(Records from a dataset)
──────

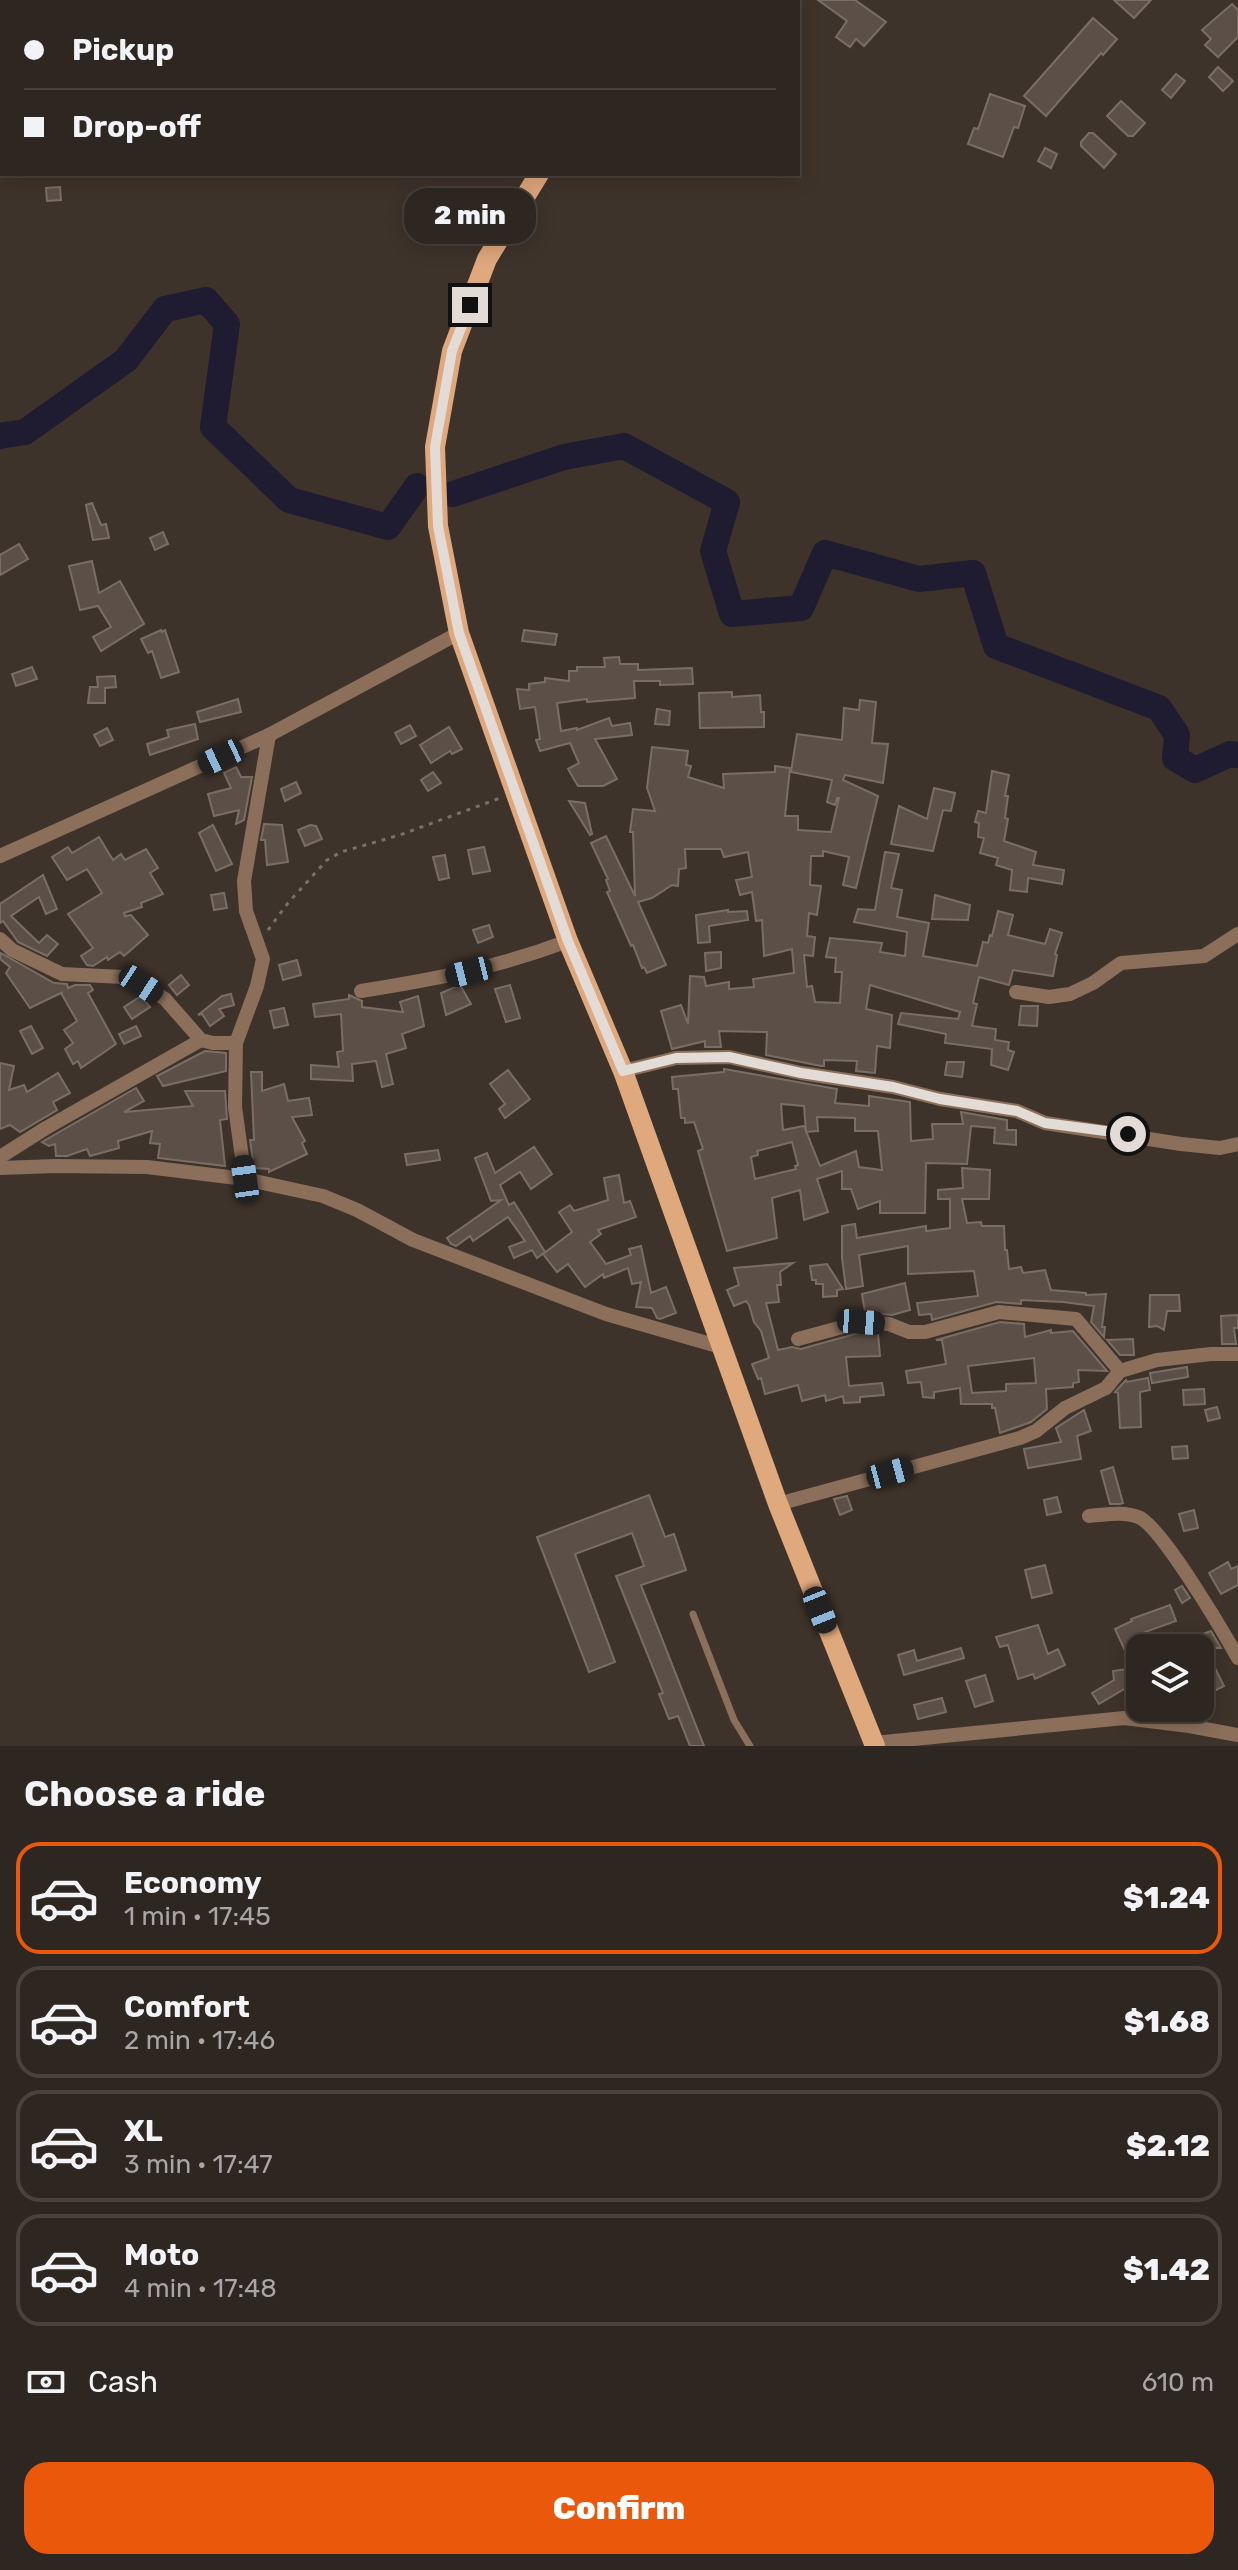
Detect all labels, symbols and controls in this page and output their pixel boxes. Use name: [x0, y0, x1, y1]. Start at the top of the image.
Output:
text: Pickup: [72, 32, 174, 68]
text: Drop-off: [72, 109, 201, 145]
callout: 2 min: [404, 189, 536, 245]
text: 2 min: [434, 200, 506, 231]
route end: [452, 287, 488, 323]
car: [194, 736, 248, 778]
car: [443, 955, 495, 989]
car: [114, 961, 168, 1007]
route start: [1110, 1116, 1146, 1152]
car: [230, 1154, 260, 1204]
car: [836, 1308, 886, 1336]
car: [864, 1455, 916, 1491]
car: [800, 1583, 840, 1637]
map controls: [1126, 1634, 1214, 1722]
button: layers: [1126, 1634, 1214, 1722]
text: Choose a ride: [24, 1772, 265, 1815]
icon: car: [28, 1862, 100, 1934]
text: Economy: [124, 1865, 262, 1901]
text: $1.24: [1123, 1880, 1210, 1916]
text: 1 min · 17:45: [124, 1901, 271, 1932]
icon: car: [28, 1986, 100, 2058]
text: Comfort: [124, 1989, 250, 2025]
text: $1.68: [1124, 2004, 1210, 2040]
text: 2 min · 17:46: [124, 2025, 275, 2056]
icon: car: [28, 2110, 100, 2182]
text: XL: [124, 2113, 163, 2149]
text: $2.12: [1126, 2128, 1210, 2164]
text: 3 min · 17:47: [124, 2149, 273, 2180]
icon: car: [28, 2234, 100, 2306]
text: Moto: [124, 2237, 199, 2273]
text: $1.42: [1123, 2252, 1210, 2288]
text: 4 min · 17:48: [124, 2273, 277, 2304]
icon: cash: [24, 2360, 68, 2404]
text: Cash: [88, 2364, 158, 2400]
text: 610 m: [1142, 2367, 1214, 2398]
button: Confirm: [24, 2462, 1214, 2554]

──────

Task objective |
Please output all of the entries exactly as they appear, with no pictures.

Output below |
Detect all labels, symbols and controls in this page and output their pixel boxes. Use name: [x0, y0, x1, y1]. Start at the top of the image.
Output:
text: Pickup: [72, 32, 174, 68]
text: Drop-off: [72, 109, 201, 145]
callout: 2 min: [404, 189, 536, 245]
text: 2 min: [434, 200, 506, 231]
route end: [452, 287, 488, 323]
car: [194, 736, 248, 778]
car: [443, 955, 495, 989]
car: [114, 961, 168, 1007]
route start: [1110, 1116, 1146, 1152]
car: [230, 1154, 260, 1204]
car: [836, 1308, 886, 1336]
car: [864, 1455, 916, 1491]
car: [800, 1583, 840, 1637]
map controls: [1126, 1634, 1214, 1722]
button: layers: [1126, 1634, 1214, 1722]
text: Choose a ride: [24, 1772, 265, 1815]
icon: car: [28, 1862, 100, 1934]
text: Economy: [124, 1865, 262, 1901]
text: $1.24: [1123, 1880, 1210, 1916]
text: 1 min · 17:45: [124, 1901, 271, 1932]
icon: car: [28, 1986, 100, 2058]
text: Comfort: [124, 1989, 250, 2025]
text: $1.68: [1124, 2004, 1210, 2040]
text: 2 min · 17:46: [124, 2025, 275, 2056]
icon: car: [28, 2110, 100, 2182]
text: XL: [124, 2113, 163, 2149]
text: $2.12: [1126, 2128, 1210, 2164]
text: 3 min · 17:47: [124, 2149, 273, 2180]
icon: car: [28, 2234, 100, 2306]
text: Moto: [124, 2237, 199, 2273]
text: $1.42: [1123, 2252, 1210, 2288]
text: 4 min · 17:48: [124, 2273, 277, 2304]
icon: cash: [24, 2360, 68, 2404]
text: Cash: [88, 2364, 158, 2400]
text: 610 m: [1142, 2367, 1214, 2398]
button: Confirm: [24, 2462, 1214, 2554]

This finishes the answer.